Ici étaient pour toi les bornes de la mort, comme sous l’Ida ta haute maison : ta haute maison à Lyrnesse, un sépulcre au sol des Laurentes. (Trad. J. Perret [1977], 1991.)

Éolus était originaire de Lyrnesse, au pied du mont Ida, près de Troie. Il trouve la mort sur le sol des Laurentes, en Italie. La version française choisie met en valeur la structure de ces deux vers, ainsi commentés par le traducteur : « épanalepse d’un type très rare, portant sur deux mots [domus alta] et jointe à un chiasme (546a = 547b ; 546b =547a [mort-maison / maison-mort]), déploration de la mort en terre étrangère […], effets de contraste (entre domus alta et solum, entre l’humilité du pays laurente et les images glorieuses liées à l’Ida et à Lyrnesse), metae mortis au lieu du banal metae uitae […]. »

Dans une belle page de ses Nouveaux Lundis, Sainte-Beuve exprime toute son admiration pour ce passage  (1):

Depuis Macrobe jusqu'à M. de Chateaubriand, on s'est accordé pour célébrer le charme attendrissant de cette peinture. La répétition, la reprise de domus alta à la fin d'un vers et au commencement du vers suivant a paru avec raison un de ces accents particuliers au génie du poëte, et que même l'on ne retrouverait pas dans Racine.

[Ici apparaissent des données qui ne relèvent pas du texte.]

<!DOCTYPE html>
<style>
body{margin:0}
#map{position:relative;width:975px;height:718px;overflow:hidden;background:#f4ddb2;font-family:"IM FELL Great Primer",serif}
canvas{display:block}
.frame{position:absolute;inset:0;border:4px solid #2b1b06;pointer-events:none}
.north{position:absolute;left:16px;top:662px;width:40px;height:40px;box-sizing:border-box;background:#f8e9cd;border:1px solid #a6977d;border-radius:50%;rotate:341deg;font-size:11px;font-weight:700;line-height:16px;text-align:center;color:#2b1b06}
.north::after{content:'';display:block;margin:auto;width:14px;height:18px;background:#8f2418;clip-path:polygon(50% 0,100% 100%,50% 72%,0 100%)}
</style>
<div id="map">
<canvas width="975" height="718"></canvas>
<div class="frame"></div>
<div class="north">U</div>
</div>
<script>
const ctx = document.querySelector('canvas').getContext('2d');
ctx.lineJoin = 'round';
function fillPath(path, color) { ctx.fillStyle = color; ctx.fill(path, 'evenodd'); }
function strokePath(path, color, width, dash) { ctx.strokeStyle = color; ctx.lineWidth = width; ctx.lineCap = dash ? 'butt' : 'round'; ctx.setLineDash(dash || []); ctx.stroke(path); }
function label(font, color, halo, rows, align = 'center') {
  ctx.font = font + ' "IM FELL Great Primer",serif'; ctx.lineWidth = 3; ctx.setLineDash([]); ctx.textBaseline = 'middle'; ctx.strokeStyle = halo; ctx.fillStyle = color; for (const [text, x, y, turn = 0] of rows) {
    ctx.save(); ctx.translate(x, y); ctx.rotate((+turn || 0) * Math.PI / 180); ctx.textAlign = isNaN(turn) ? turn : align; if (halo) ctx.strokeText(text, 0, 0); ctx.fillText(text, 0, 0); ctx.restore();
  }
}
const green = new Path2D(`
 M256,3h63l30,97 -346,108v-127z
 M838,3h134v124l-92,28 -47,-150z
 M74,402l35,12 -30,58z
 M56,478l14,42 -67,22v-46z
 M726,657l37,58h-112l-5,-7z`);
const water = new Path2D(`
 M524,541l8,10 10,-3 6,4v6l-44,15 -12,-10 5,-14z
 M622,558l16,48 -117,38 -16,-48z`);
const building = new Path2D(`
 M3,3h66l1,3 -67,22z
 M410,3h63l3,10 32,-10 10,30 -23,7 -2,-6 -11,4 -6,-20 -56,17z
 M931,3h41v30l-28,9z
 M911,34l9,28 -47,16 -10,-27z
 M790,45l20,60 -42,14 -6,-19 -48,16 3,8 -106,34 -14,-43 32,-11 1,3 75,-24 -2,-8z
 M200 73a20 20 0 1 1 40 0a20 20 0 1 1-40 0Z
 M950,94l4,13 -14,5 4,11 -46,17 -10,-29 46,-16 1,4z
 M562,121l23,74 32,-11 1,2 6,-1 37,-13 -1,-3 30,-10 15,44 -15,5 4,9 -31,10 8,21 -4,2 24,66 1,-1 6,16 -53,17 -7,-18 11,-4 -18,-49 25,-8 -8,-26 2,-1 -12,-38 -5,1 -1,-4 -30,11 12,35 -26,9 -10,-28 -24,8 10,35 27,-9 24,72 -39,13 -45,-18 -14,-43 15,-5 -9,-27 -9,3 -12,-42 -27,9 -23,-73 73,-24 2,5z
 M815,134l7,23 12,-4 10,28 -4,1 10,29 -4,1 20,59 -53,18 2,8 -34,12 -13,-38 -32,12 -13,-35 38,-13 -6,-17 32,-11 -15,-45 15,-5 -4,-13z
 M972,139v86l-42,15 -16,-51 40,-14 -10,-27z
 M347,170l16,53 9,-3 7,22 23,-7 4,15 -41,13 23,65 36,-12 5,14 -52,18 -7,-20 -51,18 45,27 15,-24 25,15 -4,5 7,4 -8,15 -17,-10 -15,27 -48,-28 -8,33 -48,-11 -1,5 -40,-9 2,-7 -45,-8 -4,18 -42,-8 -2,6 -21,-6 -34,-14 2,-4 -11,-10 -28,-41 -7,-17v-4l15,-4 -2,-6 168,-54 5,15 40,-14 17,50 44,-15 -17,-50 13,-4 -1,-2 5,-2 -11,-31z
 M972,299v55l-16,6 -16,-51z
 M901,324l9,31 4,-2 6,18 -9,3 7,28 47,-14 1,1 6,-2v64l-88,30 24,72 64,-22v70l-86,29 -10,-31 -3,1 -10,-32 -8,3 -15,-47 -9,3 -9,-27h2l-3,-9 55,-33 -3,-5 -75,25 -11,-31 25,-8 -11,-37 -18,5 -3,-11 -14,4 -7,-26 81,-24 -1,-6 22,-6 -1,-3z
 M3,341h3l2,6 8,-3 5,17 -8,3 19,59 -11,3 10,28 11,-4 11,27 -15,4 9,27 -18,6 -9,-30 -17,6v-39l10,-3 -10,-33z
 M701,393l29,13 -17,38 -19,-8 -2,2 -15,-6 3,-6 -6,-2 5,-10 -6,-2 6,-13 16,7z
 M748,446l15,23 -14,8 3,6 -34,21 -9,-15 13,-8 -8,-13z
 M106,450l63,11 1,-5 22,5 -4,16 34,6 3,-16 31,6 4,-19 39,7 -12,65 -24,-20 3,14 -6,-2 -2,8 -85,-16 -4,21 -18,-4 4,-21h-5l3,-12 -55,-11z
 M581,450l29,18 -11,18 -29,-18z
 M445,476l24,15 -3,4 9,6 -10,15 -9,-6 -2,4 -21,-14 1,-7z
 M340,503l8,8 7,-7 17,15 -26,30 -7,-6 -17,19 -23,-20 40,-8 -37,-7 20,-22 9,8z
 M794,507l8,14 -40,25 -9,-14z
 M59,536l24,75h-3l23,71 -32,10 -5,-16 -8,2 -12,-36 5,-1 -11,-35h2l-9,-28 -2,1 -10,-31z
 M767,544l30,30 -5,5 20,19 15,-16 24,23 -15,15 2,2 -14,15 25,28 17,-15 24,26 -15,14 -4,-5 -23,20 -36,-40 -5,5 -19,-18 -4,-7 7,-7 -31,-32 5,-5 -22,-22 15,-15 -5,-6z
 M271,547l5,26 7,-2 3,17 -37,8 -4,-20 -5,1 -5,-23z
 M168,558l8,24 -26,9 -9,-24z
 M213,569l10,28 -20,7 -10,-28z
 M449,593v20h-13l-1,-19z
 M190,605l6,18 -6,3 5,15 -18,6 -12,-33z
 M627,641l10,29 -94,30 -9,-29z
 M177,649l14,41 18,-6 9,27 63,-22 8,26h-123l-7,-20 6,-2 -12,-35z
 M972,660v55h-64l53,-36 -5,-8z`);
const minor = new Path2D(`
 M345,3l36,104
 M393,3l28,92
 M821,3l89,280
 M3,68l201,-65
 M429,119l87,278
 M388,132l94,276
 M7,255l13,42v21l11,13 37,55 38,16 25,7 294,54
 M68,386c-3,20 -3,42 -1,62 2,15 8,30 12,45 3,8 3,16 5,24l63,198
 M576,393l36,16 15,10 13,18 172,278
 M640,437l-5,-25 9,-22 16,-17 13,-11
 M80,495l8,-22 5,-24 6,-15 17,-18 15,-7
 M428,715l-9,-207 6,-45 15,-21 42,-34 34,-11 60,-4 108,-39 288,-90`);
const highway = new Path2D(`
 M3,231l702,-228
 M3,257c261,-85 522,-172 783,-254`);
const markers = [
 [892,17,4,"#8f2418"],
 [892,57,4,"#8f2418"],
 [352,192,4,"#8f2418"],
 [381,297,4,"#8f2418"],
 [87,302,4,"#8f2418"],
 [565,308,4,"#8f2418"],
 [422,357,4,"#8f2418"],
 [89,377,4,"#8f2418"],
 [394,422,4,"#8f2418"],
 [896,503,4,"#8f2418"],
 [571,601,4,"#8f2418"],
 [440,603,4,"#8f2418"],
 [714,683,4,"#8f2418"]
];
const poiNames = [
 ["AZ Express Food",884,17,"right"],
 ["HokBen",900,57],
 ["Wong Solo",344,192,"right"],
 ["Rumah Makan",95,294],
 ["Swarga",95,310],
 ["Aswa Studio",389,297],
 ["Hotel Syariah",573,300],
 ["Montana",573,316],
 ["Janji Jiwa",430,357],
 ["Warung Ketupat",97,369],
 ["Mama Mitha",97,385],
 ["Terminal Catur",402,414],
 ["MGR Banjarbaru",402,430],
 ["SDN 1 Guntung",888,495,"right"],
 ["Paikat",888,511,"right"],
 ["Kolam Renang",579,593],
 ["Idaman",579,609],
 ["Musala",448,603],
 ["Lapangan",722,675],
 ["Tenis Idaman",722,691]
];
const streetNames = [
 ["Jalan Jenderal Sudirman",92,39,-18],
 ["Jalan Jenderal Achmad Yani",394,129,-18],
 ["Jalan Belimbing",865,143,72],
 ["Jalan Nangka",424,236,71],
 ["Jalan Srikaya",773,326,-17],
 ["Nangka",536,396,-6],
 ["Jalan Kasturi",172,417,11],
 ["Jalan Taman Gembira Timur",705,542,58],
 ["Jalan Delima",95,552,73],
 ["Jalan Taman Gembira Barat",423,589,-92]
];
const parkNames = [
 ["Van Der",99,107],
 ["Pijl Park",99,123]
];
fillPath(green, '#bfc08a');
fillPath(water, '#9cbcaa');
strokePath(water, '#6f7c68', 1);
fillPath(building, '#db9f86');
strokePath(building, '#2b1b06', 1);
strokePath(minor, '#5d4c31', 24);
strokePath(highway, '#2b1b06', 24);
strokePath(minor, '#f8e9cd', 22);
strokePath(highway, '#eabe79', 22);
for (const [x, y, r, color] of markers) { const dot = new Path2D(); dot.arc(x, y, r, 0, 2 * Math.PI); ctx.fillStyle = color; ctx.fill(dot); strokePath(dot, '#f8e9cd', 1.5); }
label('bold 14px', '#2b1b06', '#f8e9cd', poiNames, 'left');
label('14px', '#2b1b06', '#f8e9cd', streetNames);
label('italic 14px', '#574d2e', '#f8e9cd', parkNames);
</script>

C'est un sanglot, un soupir, une note distincte dans la gamme virgilienne.

Mais Sainte-Beuve montre aussi ce que Virgile doit ici à Homère, et en quoi il s’en écarte : le poète latin a contaminé deux passages voisins de l’Iliade, l’un, pour la forme, qui recourt à l’épanalepse dans un contexte guerrier, l’autre, pour le sentiment, qui accentue le contraste entre la vie et la mort. « Virgile, [en s' emparant de cette répétition], la transpose aussitôt sur le mode sensible et pathétique; il la dépayse si je puis dire, pour qu'elle ne soit pas trop reconnaissable : voilà un des traits de son art ; le coup de clairon redoublé est devenu, grâce à lui, un écho de flûte plaintive. »

Paul Veyne, dans une note à sa traduction [Paris, 2013], propose une lecture originale de ces deux vers :

« À la différence de la plupart des épanalepses, elle ne sert pas à inscrire dans la mémoire du lecteur le souvenir du nom et de la personne d’Éolus […] : elle suggère ce qu’a dû être la dernière pensée de l’agonisant, regrettant sa belle maison et sa ville natale au nom harmonieux. Cette ville, au temps de Virgile, n’était déjà plus qu’un souvenir. La répétition suggère aussi le peu d’espace que recouvre la vie humaine et la force répétitive, obsessionnelle, du regret ultime [...]. »

Une telle interprétation « subjective », qui voit dans ces vers un reflet du point de vue du mourant, semble toutefois contredite par l’énonciation : c’est bien le poète qui parle et s’adresse à Éolus sur le ton de la compassion (tibi). N’est-ce pas lui qui cherche à accentuer le contraste entre la prospérité initiale du malheureux guerrier et sa fin tragique ? Lui qui oppose ici (hic) et là-bas (sub Ida), qui oppose brutalement le sepulcrum final à domus alta répété : d’un côté le haut (la haute maison et la montagne de l’Ida), de l’autre, le sol, le tombeau et le monde des morts ?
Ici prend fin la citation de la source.